A dispute before the Commission is initially defined in the ‘Application to Resolve a Dispute’ and the ‘Reply’. The issues are identified and narrowed at the teleconference and again at the conciliation and arbitration hearing (see: ‘Practice of the Conciliation/Arbitration Process in the Workers Compensation Commission’; Far West Area Health Service v Radford [2003] NSW WCC PD 10 (‘Radford’ at [25]). Proceedings in the Commission are not governed by strict pleadings (c.f. Radford, Barbour v BHP Steel Pty Limited [2004] NSW WCC PD 42 (‘Barbour’) and South Western Sydney Area Health Service v Edmonds [2005] NSW WCC PD 18 (‘Edmonds’)). Ultimately the Commission has the power to be informal and flexible in its procedures but proceedings must be governed by the principles of procedural fairness (section 354 of the 1998 Act).
In this matter it was incumbent upon the Arbitrator to determine the issue of ‘injury’, pursuant to section 4 of the Workers Compensation Act 1987, prior to the matter being referred to an Approved Medical Specialist for an assessment of permanent impairment. He did so. It is unfair and unreasonable for GIO to seek to argue on appeal that the Arbitrator did not address an issue, where that issue was the subject of a finding consistent with the submissions of the parties at the arbitration. Firstly, it cannot be said that the Arbitrator erred in failing to determine a question of fact that was not in dispute between the parties and was, nonetheless the subject of a specific finding.

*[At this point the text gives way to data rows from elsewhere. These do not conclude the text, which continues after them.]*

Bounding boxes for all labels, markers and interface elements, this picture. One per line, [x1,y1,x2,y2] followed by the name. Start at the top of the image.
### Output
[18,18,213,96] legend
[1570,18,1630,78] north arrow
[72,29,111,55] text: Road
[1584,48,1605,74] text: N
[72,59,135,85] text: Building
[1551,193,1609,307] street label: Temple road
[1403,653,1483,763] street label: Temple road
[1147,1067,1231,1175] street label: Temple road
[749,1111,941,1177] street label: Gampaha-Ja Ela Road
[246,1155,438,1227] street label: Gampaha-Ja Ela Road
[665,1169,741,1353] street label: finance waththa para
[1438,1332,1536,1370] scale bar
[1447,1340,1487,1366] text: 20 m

Secondly it would be unfair to allow a party to raise an issue on appeal, which was not argued before the Arbitrator. This is the legal principle applicable to proceedings in a court and, for essentially the same reasons, it is applicable in proceedings in the Commission. Review by a Presidential Member is not an opportunity for a party to re-litigate their case or to raise fresh arguments on appeal that were not raised at first instance (see Commissioner of Corrective Services v Aldridge (No. 2) [2002] NSWADTAP 6, where this principle was applied in a ‘tribunal’ appeal proceeding). In this matter there was no application to lodge fresh evidence in the appeal. By putting in dispute on the appeal the issue of whether the PTSD suffered by Mr Evans ‘arose out of or in the course of his employment’ GIO is effectively raising a fresh issue not in dispute before the Arbitrator (see Zamovisa Pty Ltd v Kavanagh [2004] NSW WCC PD 53). The High Court set out the principle in Metwally (No 2) v University of Wollongong (1985) 60 ALR 68 as follows:
“It is elementary that a party is bound by the conduct of his case. Except in the most exceptional circumstances, it would be contrary to all principle to allow a party, after a case had been decided against him, to raise a new argument which, whether deliberately or by inadvertence, he failed to put during the hearing when he had an opportunity to do so.”
The principle was applied by the High Court in Coulton v Holcombe (1986) 162 CLR 1 in relation to an appeal by way of rehearing. The Court held (per Gibbs CJ, Wilson, Brennan, and Dawson JJ) that:
“It is fundamental to the due administration of justice that the substantial issues between the parties are ordinarily settled at the trial. If it were not so the main arena for the settlement of disputes would move from the court of first instance to the appellate court, tending to reduce the proceedings in the former court to little more than a preliminary skirmish…”
The Arbitrator did not err in failing to determine the threshold issue of whether Mr Evan’s PTSD was work related.
DECISION
The decision of the Arbitrator is confirmed.
COSTS
GIO have been unsuccessful on the appeal and it is appropriate that an order for costs be made in favour of Mr Evans.
Dr Gabriel Fleming
Deputy President
30 June 2005
I CERTIFY THAT THIS IS A TRUE AND ACCURATE RECORD OF THE REASONS FOR DECISION OF DR GABRIEL FLEMING, DEPUTY PRESIDENT OF THE WORKERS COMPENSATION COMMISSION.